Kaffir lime leaves are an important part of a green curry paste,
and can be grown outside even in Canterbury.
Last Sunday I went to a one day
meditation retreat in Christchurch. It was led by Ajahn Chandako, the
abbott of the Vimutti Buddhist Monastery (which is just south of
Auckland). The theme of the retreat was 'Stability in the Heart'. This is something that many Cantabrians have needed to cultivate
since the ground started being so unstable.
As well as sitting and walking in
silence, and listening to a very helpful talk on the theme of the
retreat (my favourite line - “You get to
unshakeable peace by being at peace with being shaken.”) we also
shared a vegetarian potluck lunch. There was a tempting array of
different kinds of hot rice, with flavourings, rice salads, mixed
vegetable salads, and a range of fresh and cooked chutneys and
relishes.
Before we started eating Ajahn Chandako
talked about the intentions with which the food was made and shared,
and how important that was both to the quality of the food and to our
appreciation of it. With these words in mind I ate my meal slowly,
and thought about how good it tasted because of the care people had
put into preparing it. They had intended the dishes they made to both
nourish and please the people who ate them.
Most of the people on the retreat I had
never seen before, and will probably never see again. Yet I know by
eating their food that everyone who brought a dish to the retreat
made it with good intentions, and each one will have her or his own
back story of making and perhaps even growing food at home to nourish
others. As some of the people on the retreat were of Thai or Sri
Lankan origin, their back stories and the food they make at home will
be very different from mine. Yet wholesome intentions produce
wholesome food, regardless of whether it is curry, rice and chutneys
or the leek and cheese flan with roast potatoes and green salad that
I made for dinner the other night.(Whereas food that is made just to make money - think fast food chains - is not wholesome in intent or quality.)
For my own contribution to the potluck
lunch I decided to try making a Thai green curry, putting together a
couple of recipes I found on the
Web and improvising mightily because the main green ingredients in
the proper Thai version (coriander and basil leaves) just don't grow
in my garden at this time of year. I thought I would see if rocket
and Japanese brassica (komatsuna, mizuna) leaves would do instead,
with a few nasturtium leaves and some laksa leaves (also known as
Vietnamese mint or Polygonum odoratum). The laksa leaves grow in a pot in
my glasshouse, along with the lemon grass which is essential to a
green curry paste, and it was there that I also found a couple of
small (but plenty hot) green chillis. My other exotic ingredient from
the garden (or glasshouse) was kaffir lime leaves.

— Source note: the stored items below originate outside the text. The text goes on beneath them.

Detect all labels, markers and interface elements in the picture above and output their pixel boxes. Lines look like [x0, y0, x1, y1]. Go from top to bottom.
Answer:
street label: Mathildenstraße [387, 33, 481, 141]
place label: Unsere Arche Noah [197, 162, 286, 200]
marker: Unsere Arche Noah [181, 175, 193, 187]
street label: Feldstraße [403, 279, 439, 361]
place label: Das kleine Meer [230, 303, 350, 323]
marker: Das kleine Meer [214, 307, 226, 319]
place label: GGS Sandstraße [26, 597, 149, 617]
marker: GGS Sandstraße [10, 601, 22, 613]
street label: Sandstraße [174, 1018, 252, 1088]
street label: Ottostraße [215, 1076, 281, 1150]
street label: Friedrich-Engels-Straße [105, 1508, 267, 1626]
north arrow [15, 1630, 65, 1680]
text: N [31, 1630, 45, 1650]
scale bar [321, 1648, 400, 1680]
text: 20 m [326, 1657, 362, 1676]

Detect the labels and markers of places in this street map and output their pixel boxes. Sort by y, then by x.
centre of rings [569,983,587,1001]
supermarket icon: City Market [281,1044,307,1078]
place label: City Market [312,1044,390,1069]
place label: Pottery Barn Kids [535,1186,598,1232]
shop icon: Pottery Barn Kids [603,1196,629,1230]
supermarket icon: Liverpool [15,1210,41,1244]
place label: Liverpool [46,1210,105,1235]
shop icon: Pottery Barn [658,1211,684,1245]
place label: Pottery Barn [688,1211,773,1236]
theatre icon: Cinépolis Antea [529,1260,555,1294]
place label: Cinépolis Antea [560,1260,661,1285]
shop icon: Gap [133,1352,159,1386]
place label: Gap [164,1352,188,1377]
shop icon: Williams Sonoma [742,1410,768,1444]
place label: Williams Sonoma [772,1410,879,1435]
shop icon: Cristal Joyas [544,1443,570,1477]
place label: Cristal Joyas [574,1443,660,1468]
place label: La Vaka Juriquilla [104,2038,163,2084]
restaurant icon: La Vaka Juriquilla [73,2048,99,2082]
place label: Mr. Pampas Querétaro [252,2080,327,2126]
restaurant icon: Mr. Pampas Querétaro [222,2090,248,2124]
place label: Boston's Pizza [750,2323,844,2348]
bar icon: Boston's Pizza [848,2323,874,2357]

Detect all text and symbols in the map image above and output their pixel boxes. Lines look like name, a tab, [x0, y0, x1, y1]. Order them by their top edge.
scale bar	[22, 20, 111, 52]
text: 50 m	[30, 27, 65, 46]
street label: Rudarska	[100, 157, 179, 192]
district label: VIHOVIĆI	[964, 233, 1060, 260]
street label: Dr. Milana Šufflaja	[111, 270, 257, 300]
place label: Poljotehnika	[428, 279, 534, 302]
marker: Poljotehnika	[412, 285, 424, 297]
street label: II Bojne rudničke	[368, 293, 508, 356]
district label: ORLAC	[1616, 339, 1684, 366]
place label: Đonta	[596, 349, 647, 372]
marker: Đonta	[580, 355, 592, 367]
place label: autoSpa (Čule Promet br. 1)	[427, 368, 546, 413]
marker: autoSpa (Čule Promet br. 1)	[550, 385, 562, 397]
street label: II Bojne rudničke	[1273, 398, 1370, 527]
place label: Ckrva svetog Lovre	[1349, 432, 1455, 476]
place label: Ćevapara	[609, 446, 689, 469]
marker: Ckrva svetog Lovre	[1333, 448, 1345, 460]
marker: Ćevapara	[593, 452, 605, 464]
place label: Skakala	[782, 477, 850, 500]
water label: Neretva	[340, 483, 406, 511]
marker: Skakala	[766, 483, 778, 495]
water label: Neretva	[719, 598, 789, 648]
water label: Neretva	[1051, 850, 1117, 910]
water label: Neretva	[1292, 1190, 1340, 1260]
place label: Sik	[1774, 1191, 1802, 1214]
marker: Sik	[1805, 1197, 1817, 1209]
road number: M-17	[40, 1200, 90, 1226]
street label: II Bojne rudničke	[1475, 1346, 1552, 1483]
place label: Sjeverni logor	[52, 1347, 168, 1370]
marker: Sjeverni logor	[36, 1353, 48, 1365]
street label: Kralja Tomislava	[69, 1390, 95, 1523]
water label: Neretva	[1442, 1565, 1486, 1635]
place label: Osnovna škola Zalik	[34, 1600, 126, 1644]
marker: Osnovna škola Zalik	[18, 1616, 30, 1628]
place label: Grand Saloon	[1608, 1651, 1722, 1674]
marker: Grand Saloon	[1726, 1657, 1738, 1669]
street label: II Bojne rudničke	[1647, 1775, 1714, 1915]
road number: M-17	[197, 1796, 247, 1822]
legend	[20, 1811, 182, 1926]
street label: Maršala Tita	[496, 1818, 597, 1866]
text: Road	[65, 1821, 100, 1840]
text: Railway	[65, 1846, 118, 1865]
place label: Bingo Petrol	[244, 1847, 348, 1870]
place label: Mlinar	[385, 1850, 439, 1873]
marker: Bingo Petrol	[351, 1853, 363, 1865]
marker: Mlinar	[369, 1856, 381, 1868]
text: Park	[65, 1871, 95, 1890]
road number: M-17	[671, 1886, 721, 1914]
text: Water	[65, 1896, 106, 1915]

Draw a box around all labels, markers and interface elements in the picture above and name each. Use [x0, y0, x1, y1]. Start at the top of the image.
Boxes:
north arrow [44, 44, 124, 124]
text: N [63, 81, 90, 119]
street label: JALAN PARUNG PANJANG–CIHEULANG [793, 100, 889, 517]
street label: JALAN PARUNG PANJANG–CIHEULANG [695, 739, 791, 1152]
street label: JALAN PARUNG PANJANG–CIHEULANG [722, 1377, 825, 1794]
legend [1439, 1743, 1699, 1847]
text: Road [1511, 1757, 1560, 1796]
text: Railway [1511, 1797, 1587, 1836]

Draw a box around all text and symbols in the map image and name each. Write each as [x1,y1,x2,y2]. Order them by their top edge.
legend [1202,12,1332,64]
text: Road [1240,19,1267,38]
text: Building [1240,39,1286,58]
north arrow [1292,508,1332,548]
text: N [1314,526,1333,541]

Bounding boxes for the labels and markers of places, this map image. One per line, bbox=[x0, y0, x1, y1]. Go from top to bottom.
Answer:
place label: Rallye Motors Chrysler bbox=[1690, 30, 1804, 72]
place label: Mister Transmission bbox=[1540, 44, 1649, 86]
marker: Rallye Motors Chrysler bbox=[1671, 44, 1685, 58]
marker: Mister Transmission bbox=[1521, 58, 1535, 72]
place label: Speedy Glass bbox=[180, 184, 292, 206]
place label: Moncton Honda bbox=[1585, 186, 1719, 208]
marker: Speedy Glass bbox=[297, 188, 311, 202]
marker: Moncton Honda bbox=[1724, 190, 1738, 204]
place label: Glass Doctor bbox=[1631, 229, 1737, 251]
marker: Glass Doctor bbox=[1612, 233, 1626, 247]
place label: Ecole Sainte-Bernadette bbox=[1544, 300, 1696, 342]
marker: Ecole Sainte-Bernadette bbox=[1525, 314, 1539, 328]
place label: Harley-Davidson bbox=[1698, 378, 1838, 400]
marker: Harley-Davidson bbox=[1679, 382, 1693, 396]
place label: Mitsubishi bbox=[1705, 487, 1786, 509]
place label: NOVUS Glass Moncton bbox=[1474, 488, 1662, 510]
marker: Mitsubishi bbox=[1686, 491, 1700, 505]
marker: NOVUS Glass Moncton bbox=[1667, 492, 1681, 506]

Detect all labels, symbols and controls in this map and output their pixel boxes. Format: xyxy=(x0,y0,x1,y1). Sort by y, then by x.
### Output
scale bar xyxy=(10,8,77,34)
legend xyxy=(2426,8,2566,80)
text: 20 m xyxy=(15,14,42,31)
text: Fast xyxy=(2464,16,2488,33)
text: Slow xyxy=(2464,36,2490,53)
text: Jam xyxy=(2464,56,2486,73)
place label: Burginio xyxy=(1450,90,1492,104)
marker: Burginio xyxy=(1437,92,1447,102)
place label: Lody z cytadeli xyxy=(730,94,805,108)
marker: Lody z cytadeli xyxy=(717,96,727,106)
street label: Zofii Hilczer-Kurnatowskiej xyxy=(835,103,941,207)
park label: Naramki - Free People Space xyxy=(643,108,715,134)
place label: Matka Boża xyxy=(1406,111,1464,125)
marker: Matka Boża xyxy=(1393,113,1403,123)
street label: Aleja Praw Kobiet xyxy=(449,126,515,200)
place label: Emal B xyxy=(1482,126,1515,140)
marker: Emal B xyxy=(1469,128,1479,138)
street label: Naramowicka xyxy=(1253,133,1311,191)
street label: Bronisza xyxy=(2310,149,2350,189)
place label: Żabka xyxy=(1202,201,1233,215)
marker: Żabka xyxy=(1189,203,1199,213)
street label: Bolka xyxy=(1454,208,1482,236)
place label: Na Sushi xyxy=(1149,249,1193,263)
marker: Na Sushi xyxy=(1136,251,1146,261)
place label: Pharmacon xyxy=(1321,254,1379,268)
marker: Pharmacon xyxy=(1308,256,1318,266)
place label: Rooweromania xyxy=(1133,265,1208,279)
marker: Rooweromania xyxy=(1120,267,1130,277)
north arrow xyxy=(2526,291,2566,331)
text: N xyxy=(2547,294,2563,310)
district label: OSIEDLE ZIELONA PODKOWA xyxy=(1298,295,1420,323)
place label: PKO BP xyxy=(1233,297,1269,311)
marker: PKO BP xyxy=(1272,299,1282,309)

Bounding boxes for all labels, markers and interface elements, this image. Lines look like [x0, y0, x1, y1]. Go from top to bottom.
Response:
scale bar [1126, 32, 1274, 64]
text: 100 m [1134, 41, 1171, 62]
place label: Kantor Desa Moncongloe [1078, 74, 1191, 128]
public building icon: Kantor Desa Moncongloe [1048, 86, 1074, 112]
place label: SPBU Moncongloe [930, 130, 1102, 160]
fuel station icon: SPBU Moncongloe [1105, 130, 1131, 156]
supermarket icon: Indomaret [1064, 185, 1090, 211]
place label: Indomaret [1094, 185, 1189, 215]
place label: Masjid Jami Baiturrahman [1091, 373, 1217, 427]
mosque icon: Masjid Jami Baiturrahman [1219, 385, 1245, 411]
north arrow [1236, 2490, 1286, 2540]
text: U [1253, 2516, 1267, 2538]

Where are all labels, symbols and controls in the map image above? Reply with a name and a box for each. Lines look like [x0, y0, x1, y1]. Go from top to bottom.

I have had a kaffir
lime bush growing in a large pot in a frost-free part of the garden
for several years. It doesn't thrive the way it would in Thailand,
but with enough water it produces lots of deliciously-scented leaves.
I
thought the finished curry was very tasty, but decided that I
couldn't really call it a Thai curry since I used non-traditional
ingredients. So I have called it a farang curry – farang is the
Thai word for foreigner. My intentions in creating the recipe were
good – you be the judge of how good the result was.
FARANG GREEN CURRY
Ingredients – for the Curry Paste
2 t coriander seeds
½ t cumin seeds
½ t black peppercorns
2-3 stalks lemon grass, finely chopped
2-3 kaffir lime leaves, finely chopped
(or zest and juice of 1 lime)
3 cloves garlic, peeled and finely
chopped
a piece of fresh ginger (thumb-sized)
peeled and finely chopped
2-4 finely chopped fresh green chillis
(to taste)
1 ½ cups spicy green leaves
e.g. Japanese brassicas (mizuna,
komatsuna, etc.) and rocket, coriander and/or basil if available,
and optional small amounts of laksa
leaf, nasturtium leaf and other green leaves, coarsely chopped
1 small onion, finely chopped
2 T shoyu or tamari
1 t brown sugar
1 T peanut oil
½ t salt
Method – for the Curry Paste
Grind the seeds and peppercorns in a
grinder or mortar until half ground.
Add the lemongrass, lime leaves, garlic
and chillis, and grind everything to a fine paste.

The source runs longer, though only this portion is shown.